Dsammy using CAPS and words like blowing up and telling someone what they are doing is bad practice is not proper etiquette. There is no policy in the wiki that Cementeries belong on cities/towns, that is logic and personal preference. Please do not enforce personal preference or logic. I have a cemetery near my house that is on unincorporated county land, it could not go on a city or town page.
Familyjournals, accusing someone of bad behavior is also not fair or civil.
I am going to plead with both of you to back away from each other's pages. I am asking for a voluntary moratorium, please stay away from each other for at least a week until we can get this all sorted out.
I need to tell you that I appreciate both of your desires to help with the wiki, I know your hearts are in the right place. And so I hope you will see that mine is too.
Jimgreene 18:31, 17 March 2009 (UTC)
Will do.

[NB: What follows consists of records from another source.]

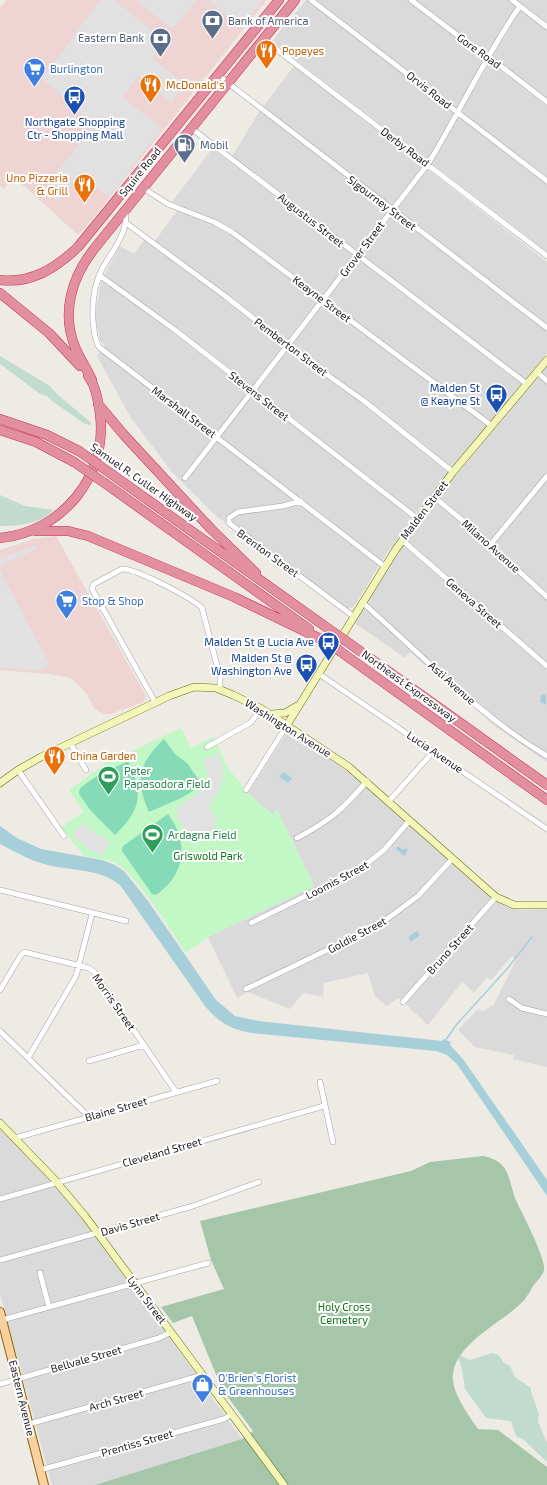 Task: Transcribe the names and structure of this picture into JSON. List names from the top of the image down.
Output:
{
  "streets": {
    "highway": ["Squire Road", "Samuel R. Cutler Highway", "Northeast Expressway"],
    "main road": ["Eastern Avenue"],
    "street": [
      "Gore Road",
      "Orvis Road",
      "Derby Road",
      "Sigourney Street",
      "Augustus Street",
      "Grover Street",
      "Keayne Street",
      "Pemberton Street",
      "Stevens Street",
      "Marshall Street",
      "Malden Street",
      "Milano Avenue",
      "Brenton Street",
      "Geneva Street",
      "Asti Avenue",
      "Washington Avenue",
      "Lucia Avenue",
      "Loomis Street",
      "Goldie Street",
      "Bruno Street",
      "Morris Street",
      "Blaine Street",
      "Cleveland Street",
      "Davis Street",
      "Lynn Street",
      "Bellvale Street",
      "Arch Street",
      "Prentiss Street"
    ]
  },
  "crossings": [
    ["Gore Road", "Grover Street"],
    ["Orvis Road", "Grover Street"],
    ["Derby Road", "Squire Road"],
    ["Derby Road", "Grover Street"],
    ["Squire Road", "Sigourney Street"],
    ["Squire Road", "Augustus Street"],
    ["Squire Road", "Keayne Street"],
    ["Squire Road", "Marshall Street"],
    ["Sigourney Street", "Grover Street"],
    ["Augustus Street", "Grover Street"],
    ["Augustus Street", "Malden Street"],
    ["Grover Street", "Keayne Street"],
    ["Grover Street", "Pemberton Street"],
    ["Grover Street", "Stevens Street"],
    ["Grover Street", "Marshall Street"],
    ["Keayne Street", "Malden Street"],
    ["Pemberton Street", "Marshall Street"],
    ["Pemberton Street", "Malden Street"],
    ["Stevens Street", "Marshall Street"],
    ["Stevens Street", "Malden Street"],
    ["Marshall Street", "Malden Street"],
    ["Marshall Street", "Brenton Street"],
    ["Samuel R. Cutler Highway", "Northeast Expressway"],
    ["Malden Street", "Milano Avenue"],
    ["Malden Street", "Brenton Street"],
    ["Malden Street", "Geneva Street"],
    ["Malden Street", "Asti Avenue"],
    ["Malden Street", "Washington Avenue"],
    ["Malden Street", "Lucia Avenue"],
    ["Washington Avenue", "Loomis Street"],
    ["Washington Avenue", "Goldie Street"],
    ["Washington Avenue", "Bruno Street"],
    ["Morris Street", "Blaine Street"],
    ["Blaine Street", "Lynn Street"],
    ["Cleveland Street", "Lynn Street"],
    ["Davis Street", "Lynn Street"],
    ["Lynn Street", "Bellvale Street"],
    ["Lynn Street", "Arch Street"],
    ["Lynn Street", "Prentiss Street"],
    ["Bellvale Street", "Eastern Avenue"],
    ["Eastern Avenue", "Arch Street"],
    ["Eastern Avenue", "Prentiss Street"]
  ],
  "parks": ["Griswold Park", "Holy Cross Cemetery"],
  "places": {
    "bank": ["Bank of America", "Eastern Bank"],
    "restaurant": [
      "Popeyes",
      "McDonald's",
      "Uno Pizzeria & Grill",
      "China Garden"
    ],
    "supermarket": ["Burlington", "Stop & Shop"],
    "bus stop": [
      "Northgate Shopping Ctr - Shopping Mall",
      "Malden St @ Keayne St",
      "Malden St @ Lucia Ave",
      "Malden St @ Washington Ave"
    ],
    "fuel station": ["Mobil"],
    "sports": ["Peter Papasodora Field", "Ardagna Field"],
    "shop": ["O'Brien's Florist & Greenhouses"]
  }
}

Sounds good to me! Thank you Jim. Familyjournals 18:35, 17 March 2009 (UTC)
I just noticed a potential problem with the truce. Whose page is this? The History shows that although lately Familyjournals has made most of the edits, Dsammy made his first edit of this page on 6 May <2008>, while Familyjournals' first edit here was 14 March <2009>. If "ownership" is calculated by first edit, Sammy would be the owner of this page.
That said, I don't think first edit really matters here so much. If first edit were the deciding factor of all conflicts on a page, then a user could set up "squatter's rights" on thousands of pages just by creating stubs for them. That practice wouldn't ensure the pages in question would have the best guidance, now, would it?
The larger issue in this specific conflict between Familyjournals and Dsammy is enforcement of a style that is not a policy. Dsammy feels that all cemetery listings should be tied to a town, whereas Familyjournals feels that wouldn't work for all cemeteries and thus cemeteries should be listed at a county level. Dsammy feels his method is enforceable. I don't agree because the community hasn't ruled on even a best practice regarding this issue, let alone a policy. In my opinion, best practices are generally encouraged but not enforced; policies generally are both encouraged and enforced. But neither a best practice or policy is documented on this wiki regarding this issue, so no matter how much anybody supports either side here, neither side is <enforceable>.
Do we have a "three reverts" rule yet? That would apply here, because these two users are reverting each others' edits. I'm guessing at least three reverts have occurred, whether they occurred in the form of a rollback or simply an editing out of another user's changes.
To really solve this conflict, we'd need one of three things.
- A three reverts rule (the third revert would be the last, no matter who makes it).
- A ruling on who owns this page (the non-owner would have to withdraw from the edit war).
- A ruling by the community on which method we should use to link cemeteries (the county method or the town method).
Ritcheymt 21:31, 17 March 2009 (UTC)
(The following is an excerpt from an e-mail sent from Dsammy to Ritcheymt in response to Ritcheymt's comments above. See Ritcheymt's post below this post.)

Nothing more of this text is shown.